Published in early April this year, the Education Policy Report of the Finnish Government sets out the objective that Finnish society and working life will be reformed through education and research, development and innovation and through the skills they produce. Another objective declared in the report is to make Finland a pioneer in the production, introduction and application of new knowledge and know-how. The report goes on to say that Finnish research should maintain a high international level and be seamlessly linked to education and utilised in a wide variety of ways.
Unfortunately, the Government Fiscal Plan published in mid-May does not support these objectives. The plan will cut research funding from universities and research institutes by reducing the possibilities of the Academy of Finland to fund high-quality research. Cutting from research always means cutting from education, too.

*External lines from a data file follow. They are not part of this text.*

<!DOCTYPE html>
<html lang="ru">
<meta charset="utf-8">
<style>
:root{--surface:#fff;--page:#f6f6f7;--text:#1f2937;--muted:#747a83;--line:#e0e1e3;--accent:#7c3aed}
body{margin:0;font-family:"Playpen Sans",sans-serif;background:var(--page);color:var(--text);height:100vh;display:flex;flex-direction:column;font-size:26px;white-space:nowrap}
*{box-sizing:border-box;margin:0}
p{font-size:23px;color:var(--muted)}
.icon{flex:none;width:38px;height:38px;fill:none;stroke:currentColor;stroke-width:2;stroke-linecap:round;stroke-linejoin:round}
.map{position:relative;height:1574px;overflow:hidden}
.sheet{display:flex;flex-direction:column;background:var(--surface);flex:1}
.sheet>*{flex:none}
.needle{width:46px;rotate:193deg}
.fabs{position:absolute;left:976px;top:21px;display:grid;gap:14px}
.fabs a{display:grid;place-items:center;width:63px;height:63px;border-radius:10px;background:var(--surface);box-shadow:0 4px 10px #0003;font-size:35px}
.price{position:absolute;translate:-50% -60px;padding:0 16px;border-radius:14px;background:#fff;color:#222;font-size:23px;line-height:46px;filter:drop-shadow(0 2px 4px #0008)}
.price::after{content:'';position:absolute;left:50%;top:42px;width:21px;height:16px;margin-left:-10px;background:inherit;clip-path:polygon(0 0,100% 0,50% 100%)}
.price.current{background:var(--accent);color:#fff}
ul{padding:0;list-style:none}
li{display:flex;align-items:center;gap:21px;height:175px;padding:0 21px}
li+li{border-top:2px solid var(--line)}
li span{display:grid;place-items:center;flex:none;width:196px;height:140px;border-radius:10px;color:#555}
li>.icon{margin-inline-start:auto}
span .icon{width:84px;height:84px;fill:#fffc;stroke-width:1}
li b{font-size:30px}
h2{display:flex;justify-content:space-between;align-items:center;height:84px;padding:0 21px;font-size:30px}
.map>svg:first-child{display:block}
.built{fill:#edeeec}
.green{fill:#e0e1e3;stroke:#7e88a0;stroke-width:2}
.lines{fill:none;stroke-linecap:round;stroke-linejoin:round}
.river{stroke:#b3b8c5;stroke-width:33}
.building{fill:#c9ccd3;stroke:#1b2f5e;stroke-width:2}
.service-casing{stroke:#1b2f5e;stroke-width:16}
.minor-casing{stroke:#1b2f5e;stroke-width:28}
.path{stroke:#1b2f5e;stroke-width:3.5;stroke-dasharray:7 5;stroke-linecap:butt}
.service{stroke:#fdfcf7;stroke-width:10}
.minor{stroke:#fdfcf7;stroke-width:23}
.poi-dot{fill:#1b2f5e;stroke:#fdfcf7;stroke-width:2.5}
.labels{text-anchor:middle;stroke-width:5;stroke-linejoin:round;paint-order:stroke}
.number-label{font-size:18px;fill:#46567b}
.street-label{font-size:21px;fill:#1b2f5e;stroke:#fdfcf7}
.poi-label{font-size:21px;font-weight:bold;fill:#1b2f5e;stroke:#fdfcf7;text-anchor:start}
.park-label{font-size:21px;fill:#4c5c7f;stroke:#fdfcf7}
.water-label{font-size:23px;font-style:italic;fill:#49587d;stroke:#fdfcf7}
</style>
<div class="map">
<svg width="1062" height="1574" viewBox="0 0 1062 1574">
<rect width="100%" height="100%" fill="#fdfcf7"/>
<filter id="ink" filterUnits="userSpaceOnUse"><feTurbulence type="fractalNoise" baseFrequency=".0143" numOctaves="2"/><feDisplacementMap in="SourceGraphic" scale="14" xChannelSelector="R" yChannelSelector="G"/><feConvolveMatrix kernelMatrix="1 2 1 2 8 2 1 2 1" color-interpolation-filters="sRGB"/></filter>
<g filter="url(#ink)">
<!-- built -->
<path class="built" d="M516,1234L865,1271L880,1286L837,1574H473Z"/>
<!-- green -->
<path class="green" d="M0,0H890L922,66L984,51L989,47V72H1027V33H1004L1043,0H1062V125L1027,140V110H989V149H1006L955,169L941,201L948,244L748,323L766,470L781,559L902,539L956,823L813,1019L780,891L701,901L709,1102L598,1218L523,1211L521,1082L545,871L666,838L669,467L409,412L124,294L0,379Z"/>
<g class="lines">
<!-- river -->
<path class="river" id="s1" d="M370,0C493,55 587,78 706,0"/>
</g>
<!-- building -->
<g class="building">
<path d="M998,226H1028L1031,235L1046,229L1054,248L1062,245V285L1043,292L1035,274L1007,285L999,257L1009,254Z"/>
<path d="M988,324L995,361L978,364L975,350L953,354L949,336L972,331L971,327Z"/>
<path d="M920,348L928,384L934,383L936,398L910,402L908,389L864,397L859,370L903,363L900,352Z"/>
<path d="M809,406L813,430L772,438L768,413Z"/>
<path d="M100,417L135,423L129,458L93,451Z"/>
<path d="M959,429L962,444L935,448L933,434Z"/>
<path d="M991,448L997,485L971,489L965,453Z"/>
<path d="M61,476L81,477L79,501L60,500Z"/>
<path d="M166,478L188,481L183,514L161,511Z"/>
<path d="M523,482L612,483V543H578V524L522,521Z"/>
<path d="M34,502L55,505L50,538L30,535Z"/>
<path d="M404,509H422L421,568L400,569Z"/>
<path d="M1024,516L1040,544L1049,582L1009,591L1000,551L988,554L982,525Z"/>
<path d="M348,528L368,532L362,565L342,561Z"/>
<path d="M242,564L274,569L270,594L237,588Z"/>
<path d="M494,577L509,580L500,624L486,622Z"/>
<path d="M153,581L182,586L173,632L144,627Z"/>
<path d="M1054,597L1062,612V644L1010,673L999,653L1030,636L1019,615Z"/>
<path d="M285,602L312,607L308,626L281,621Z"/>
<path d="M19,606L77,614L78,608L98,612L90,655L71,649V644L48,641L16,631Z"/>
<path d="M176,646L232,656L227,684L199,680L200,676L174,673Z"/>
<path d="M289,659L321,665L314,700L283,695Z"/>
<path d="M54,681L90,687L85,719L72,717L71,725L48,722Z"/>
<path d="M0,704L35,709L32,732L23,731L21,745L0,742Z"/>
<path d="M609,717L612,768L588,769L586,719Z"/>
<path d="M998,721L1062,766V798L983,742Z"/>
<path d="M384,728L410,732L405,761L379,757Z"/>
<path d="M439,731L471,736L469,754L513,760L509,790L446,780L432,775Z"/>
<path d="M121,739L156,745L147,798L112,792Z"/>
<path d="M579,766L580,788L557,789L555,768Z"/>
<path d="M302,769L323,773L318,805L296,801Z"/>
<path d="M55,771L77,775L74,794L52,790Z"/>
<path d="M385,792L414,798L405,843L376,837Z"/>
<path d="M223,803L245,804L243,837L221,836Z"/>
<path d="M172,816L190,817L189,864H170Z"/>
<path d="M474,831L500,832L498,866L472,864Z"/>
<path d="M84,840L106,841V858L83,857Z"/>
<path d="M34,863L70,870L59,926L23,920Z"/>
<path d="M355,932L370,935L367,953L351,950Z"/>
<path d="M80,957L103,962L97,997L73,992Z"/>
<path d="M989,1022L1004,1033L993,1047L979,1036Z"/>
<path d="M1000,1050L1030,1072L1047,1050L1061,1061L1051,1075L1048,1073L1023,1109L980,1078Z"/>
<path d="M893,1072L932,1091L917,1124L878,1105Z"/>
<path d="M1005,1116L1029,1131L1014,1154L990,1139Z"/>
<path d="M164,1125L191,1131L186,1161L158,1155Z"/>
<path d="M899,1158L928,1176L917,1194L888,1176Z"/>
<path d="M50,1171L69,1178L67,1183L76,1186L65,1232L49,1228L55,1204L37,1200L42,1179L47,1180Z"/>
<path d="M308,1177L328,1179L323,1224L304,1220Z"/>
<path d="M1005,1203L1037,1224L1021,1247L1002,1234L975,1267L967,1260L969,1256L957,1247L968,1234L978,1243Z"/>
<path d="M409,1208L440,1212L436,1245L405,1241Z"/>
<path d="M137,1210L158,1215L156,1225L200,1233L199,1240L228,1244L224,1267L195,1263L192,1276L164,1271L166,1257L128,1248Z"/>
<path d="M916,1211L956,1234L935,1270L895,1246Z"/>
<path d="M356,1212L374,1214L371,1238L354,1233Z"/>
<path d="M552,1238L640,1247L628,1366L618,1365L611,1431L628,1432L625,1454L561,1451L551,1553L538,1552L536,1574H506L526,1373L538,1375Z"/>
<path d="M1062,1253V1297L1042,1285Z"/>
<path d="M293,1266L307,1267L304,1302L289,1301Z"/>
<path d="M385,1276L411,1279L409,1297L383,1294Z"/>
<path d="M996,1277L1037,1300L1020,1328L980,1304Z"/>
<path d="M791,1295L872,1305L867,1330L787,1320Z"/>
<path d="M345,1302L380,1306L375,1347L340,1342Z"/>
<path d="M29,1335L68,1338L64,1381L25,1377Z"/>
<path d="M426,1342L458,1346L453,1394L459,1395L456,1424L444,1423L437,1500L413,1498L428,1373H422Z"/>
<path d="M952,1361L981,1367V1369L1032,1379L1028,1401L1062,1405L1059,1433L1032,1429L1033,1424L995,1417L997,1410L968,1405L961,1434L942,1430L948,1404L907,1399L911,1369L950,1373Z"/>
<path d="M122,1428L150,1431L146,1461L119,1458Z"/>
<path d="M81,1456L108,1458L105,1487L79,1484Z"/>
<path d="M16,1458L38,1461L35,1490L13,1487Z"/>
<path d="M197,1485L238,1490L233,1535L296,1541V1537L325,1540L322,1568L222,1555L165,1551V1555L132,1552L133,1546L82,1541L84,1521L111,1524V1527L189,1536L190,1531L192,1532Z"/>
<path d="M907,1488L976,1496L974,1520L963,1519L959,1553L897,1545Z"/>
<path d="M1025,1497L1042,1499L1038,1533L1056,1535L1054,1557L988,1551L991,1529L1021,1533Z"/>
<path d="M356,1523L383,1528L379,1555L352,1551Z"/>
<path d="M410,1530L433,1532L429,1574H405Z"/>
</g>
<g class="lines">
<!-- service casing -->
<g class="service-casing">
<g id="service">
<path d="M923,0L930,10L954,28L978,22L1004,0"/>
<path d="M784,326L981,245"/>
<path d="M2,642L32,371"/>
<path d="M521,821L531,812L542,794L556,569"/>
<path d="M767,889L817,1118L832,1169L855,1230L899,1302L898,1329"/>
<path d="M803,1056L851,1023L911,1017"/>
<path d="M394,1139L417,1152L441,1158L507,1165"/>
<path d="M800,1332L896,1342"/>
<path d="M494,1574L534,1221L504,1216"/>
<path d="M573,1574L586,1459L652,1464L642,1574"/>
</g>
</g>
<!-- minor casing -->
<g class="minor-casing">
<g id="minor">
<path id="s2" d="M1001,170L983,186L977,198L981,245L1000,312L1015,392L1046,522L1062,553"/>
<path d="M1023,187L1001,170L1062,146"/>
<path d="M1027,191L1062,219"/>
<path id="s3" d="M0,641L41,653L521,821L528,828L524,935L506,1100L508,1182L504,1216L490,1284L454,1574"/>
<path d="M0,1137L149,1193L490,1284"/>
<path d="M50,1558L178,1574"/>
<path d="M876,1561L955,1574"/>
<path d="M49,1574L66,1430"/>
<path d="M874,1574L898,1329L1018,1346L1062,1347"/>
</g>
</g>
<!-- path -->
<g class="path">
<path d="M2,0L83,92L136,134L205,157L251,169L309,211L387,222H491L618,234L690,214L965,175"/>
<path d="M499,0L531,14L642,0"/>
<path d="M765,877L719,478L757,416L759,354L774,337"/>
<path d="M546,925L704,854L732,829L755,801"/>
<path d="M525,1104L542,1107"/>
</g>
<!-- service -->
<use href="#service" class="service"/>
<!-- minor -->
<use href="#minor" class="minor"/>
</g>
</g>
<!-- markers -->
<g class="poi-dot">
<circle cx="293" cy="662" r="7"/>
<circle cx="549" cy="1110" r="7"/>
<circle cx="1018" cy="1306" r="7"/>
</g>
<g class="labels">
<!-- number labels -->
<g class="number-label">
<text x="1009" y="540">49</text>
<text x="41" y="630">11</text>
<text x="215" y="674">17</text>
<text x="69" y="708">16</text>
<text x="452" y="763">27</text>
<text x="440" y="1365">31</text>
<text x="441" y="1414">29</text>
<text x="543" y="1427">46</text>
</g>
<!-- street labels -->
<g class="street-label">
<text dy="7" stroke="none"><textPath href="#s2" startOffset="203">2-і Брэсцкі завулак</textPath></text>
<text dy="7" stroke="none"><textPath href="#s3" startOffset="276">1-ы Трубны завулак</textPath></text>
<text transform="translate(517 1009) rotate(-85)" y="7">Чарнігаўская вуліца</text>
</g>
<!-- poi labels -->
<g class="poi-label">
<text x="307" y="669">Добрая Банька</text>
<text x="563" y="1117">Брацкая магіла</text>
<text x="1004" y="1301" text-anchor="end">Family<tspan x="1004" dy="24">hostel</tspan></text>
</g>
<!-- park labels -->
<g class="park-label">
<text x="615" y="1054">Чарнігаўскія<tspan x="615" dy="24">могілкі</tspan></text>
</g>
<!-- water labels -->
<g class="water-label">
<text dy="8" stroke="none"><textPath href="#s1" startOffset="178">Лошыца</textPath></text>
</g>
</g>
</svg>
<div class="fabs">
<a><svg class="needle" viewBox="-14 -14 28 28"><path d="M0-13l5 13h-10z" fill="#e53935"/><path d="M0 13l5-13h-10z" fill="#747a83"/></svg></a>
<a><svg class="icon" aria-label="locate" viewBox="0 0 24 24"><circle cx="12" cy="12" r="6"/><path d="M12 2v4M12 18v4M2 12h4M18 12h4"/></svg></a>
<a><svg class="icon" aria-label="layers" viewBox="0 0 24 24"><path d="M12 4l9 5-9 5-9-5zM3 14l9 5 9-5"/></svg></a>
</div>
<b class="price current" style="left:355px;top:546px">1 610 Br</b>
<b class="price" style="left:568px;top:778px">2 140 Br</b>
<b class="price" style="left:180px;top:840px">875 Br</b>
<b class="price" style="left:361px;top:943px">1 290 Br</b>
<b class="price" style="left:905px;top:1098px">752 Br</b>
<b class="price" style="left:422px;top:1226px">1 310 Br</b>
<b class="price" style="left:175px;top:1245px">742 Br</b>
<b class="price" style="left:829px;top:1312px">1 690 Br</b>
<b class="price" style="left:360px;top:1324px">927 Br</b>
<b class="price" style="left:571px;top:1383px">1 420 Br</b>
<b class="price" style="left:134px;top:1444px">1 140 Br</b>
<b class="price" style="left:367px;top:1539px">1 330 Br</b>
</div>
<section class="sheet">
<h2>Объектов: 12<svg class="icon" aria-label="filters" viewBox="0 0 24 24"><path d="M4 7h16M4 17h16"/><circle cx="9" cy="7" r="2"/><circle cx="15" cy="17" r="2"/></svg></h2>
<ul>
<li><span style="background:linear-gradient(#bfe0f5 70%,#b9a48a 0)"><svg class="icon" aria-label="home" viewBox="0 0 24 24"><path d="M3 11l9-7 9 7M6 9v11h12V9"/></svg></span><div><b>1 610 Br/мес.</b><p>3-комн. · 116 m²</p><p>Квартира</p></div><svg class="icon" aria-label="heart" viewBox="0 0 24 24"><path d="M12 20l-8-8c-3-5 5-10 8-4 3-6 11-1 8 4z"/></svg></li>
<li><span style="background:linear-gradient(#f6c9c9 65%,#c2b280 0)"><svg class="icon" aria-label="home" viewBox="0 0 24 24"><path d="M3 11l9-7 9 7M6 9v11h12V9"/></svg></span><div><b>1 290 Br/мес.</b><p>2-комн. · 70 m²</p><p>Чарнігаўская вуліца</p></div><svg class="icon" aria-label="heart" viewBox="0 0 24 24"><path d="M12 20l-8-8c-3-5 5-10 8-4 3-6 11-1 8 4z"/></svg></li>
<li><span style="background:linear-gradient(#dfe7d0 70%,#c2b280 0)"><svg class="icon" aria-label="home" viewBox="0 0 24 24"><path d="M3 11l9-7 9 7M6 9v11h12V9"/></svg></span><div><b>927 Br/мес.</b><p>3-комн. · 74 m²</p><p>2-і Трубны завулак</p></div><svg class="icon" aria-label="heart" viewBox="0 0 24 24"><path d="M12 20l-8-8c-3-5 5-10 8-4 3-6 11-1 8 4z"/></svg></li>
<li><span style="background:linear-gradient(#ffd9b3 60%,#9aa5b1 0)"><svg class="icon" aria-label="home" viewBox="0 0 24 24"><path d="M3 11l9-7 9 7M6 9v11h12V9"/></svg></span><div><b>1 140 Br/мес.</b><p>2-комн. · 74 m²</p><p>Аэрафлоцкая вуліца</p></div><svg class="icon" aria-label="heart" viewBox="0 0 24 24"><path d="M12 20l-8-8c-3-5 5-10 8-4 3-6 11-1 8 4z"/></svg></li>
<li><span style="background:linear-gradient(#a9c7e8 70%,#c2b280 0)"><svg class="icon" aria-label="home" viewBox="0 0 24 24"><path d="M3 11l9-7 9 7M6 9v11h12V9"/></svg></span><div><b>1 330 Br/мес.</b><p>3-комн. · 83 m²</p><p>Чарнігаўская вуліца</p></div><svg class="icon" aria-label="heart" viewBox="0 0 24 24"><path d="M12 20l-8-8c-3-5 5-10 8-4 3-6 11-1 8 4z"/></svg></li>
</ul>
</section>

As part of decisions made in the mid-term policy review, the budget authority for strategic research funding in the Government Fiscal Plan will be permanently reduced by 25 million euros, and the Academy of Finland’s budget authority for research project funding will be cut by 10 million euros from 2023. ‘Budget authority’ refers to the amount of money that is available annually to fund new research projects.
The Government Fiscal Plan further states that the Academy’s budget authority will also decrease due to the reduction in estimated proceeds from gambling and the end of the fixed-term compensation for reduced proceeds in 2024. These decisions may have an impact on the Academy’s research funding already in 2022 and beyond. The impact may even be several orders of magnitude higher than the cuts announced. The Government Fiscal Plan does not provide additional information or details on this. The questions concerning the compensation for the reduced gambling proceeds should therefore be resolved urgently.
Weaker research conditions at universities
Approximately 90 per cent of the Academy of Finland’s funding is allocated to research conducted at universities. In strategic research funding, the corresponding percentage is around 70 per cent. The rest of the funding is allocated mainly to research in government research institutes. From 2023 onwards, the cuts of 35 million euros proposed in the Government Fiscal Plan will mean a permanent reduction of around 26–27 million euros in the funds available for research in universities. Government research institutes will suffer an estimated permanent reduction of 8–9 million euros.
Cuts to research also means cuts to education and training. Research is the foundation of university teaching, and researchers working with funding from the Academy of Finland and the Strategic Research Council play an important role in teaching, both directly and indirectly.
One-off funding will not solve the problems caused by cuts
Parliament is currently also examining a supplementary budget that proposes a one-off increase of 45 million euros in the Academy of Finland’s 2021 budget authority. This budget authority, which is linked to the so-called recovery instrument, is necessary and welcome. However, it will in no way reduce the damages of the permanent cuts. For example, the objective stated in the Education Policy Report, that education and research attract talents from all over the world to Finland, requires that foreign talents can rely on the absence of surprising cuts in the level of research funding.
Evaluation of strategic research nearly complete
Established as an independent body within the Academy of Finland, the Strategic Research Council (SRC) funds research of a high scientific quality that seeks solutions to topical societal challenges in collaboration with knowledge producers and knowledge users. The annual SRC funding budget has been steady at around 55 million euros since 2015.
So far, 16 multi-year SRC programmes have been implemented, four of which have ended. The evaluation of the four completed programmes will be ready in June 2021. The results are very promising: the publishing activity and impact of the projects are at a high level. A more comprehensive assessment of the SRC funding instrument is only just beginning.
Funding for strategic research is an important part of the funding of high-quality, high-impact research. The proposed cuts will force SRC programmes to make significant changes and may even interrupt ongoing research projects.
Overall, the research funding cuts in the Government Fiscal Plan and the uncertainty about the situation of research funding tied to gambling proceeds will have a significant impact on the opportunities to carry out research in Finland. At the same time, the plans undermine Finland’s knowledge base, which is the foundation of the future.